If Martha is merely going to enter the shop with her friends and stare at the high-calorie offerings, she’s better off staying outside. Without some kind of plan to shore up her willpower, she’ll be torturing herself needlessly.

So Martha lays out a plan, including the following list of crucial moments, ranging from least to most risky:

Next, Martha prepares for her crucial moments by turning to a helpful source of influence: First, she asks her husband and a co-worker to act as her coaches—to encourage her to make low-calorie choices. Just knowing the coaches are there helps her resist the temptation.

Then Martha begins deliberate practice by placing herself in a tempting situation. Her goal is to experience the desire but not give in to it. To avoid caving in, Martha brings in the main tool for enhancing her will skill. She tries several different ways of distracting herself. Instead of riveting her view on the caloric concoctions and dreaming of how they might taste (her usual tactic), Martha averts her eyes. Next, she steps back and reads a poster on the wall. Then she starts a conversation with a friend. As Martha continues to wait, she pulls out her cell phone and checks her e-mail. She also shifts her emotions by slowly reciting her Personal Motivation Statement in her mind and thinking about each word.

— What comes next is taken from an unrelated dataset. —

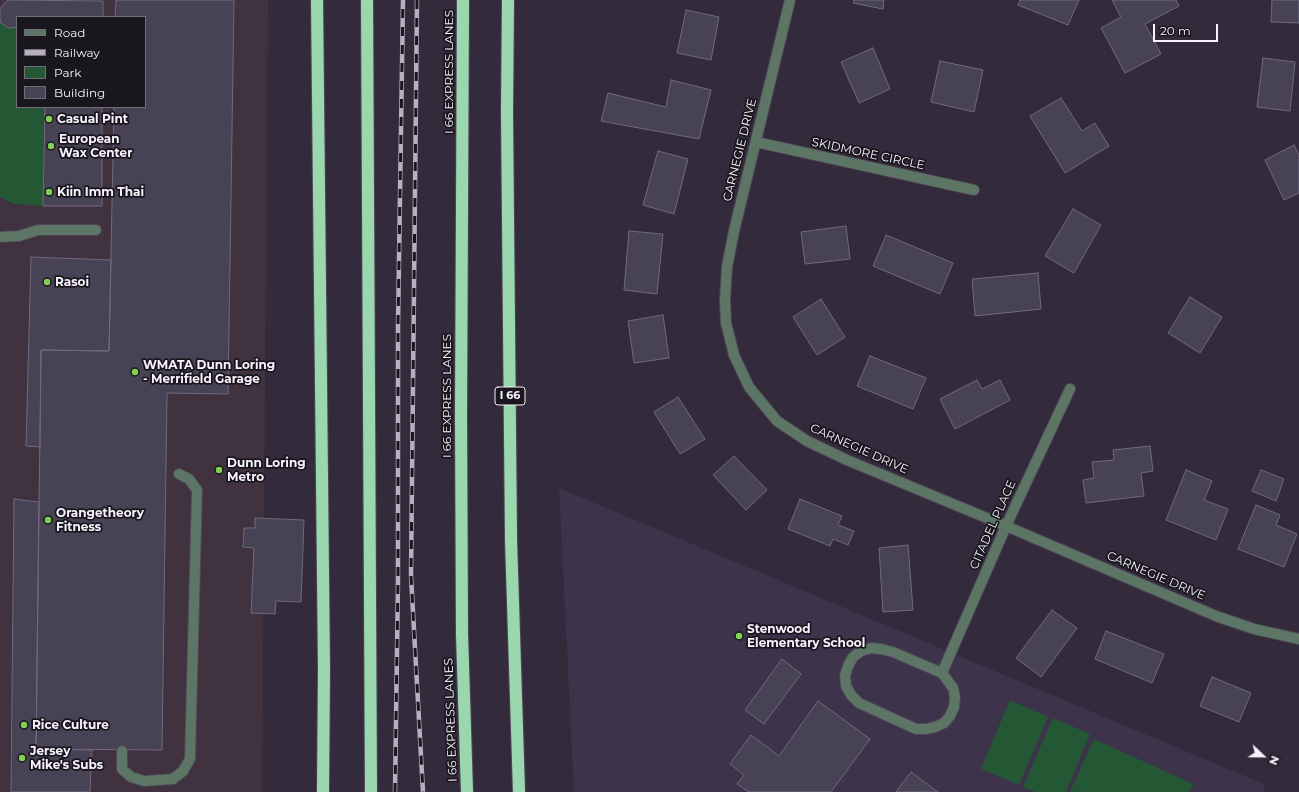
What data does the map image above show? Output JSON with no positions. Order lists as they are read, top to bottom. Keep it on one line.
{"streets":{"highway":["I 66 EXPRESS LANES","I 66"],"street":["CARNEGIE DRIVE","SKIDMORE CIRCLE","CITADEL PLACE"]},"crossings":[["CARNEGIE DRIVE","SKIDMORE CIRCLE"],["CARNEGIE DRIVE","CITADEL PLACE"]],"places":["Casual Pint","European Wax Center","Kiin Imm Thai","Rasoi","WMATA Dunn Loring - Merrifield Garage","Dunn Loring Metro","Orangetheory Fitness","Stenwood Elementary School","Rice Culture","Jersey Mike's Subs"],"legend":["Road","Railway","Park","Building"],"scale_bar":"20 m","north":"right"}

Martha learns that as she distracts herself, she dramatically reduces her cravings. She also learns that urges, even powerful ones, usually subside over fifteen to twenty minutes.8 Martha doesn’t have to distract herself endlessly. Distractions simply cause delay, and delay lessens the craving.

Next, Martha practiced her distract-and-delay tactics with increasingly difficult situations—first on an empty stomach, and then with someone encouraging her to indulge her chocolate fantasy. Naturally, here’s where it can get risky, so Martha increases the risk only when she has a coach standing by. Her goal should be to put herself in reasonably tempting situations and to develop the skill to survive them.

It’s important to be careful on this point, because there may be situations that are impossible to withstand. For instance, many experts suggest that alcoholics may never be able to develop enough willpower to be safe in tempting situations. Consequently, many never walk into a bar. Others never stock alcohol in their home. Martha decides that walking into a coffee shop when hungry and with a friend who always encourages her to indulge is pushing her limits, so she avoids such temptations. She weighed the odds of caving in against the benefits of facing new temptations head-on and chose carefully. You’ll have to do the same.

Fortunately, the experts do agree on one thing. The key to safe, deliberate practice in risky situations is to have a coach nearby.9 As you’re building will by learning how to delay and distract yourself, involve a trusted friend who is empowered to pull you out of the situation if the temptation turns out to be too much.

SUMMARY: DO WHAT YOU CAN’T

If you’re like most people, when creating a personal change plan you’re far more likely to rely on willpower than to enhance your skills. You figure that toughing it out is the one best response to all of your urges. Besides, what skills could possibly help you face your temptations?

However, as you watch effective Changers in action, you note that in some form they learn to recognize their crucial moments, create vital behaviors, conduct a personal skill scan, discover where they have to learn new skills, and then work on them.

Patricia responded by learning how to hold high-stakes conversations. Micah practiced the skill of creating project reports under the pressure of a deadline. Martha learned how to improve her willpower. You need to be equally vigilant when enhancing your skill set.

Employ Deliberate Practice. What actions will you need to take? Do you know exactly what to do and say? Is the skill complicated, and if so, what are the component parts? Against what standard will you measure yourself? Who is qualified to give you feedback?

Learn the Will Skill. What is your most tempting scenario? How can you avoid the circumstance altogether? If you don’t want to duck out completely, how will you withstand the temptation? Exactly how will you distract yourself? Who will help you through your toughest moments?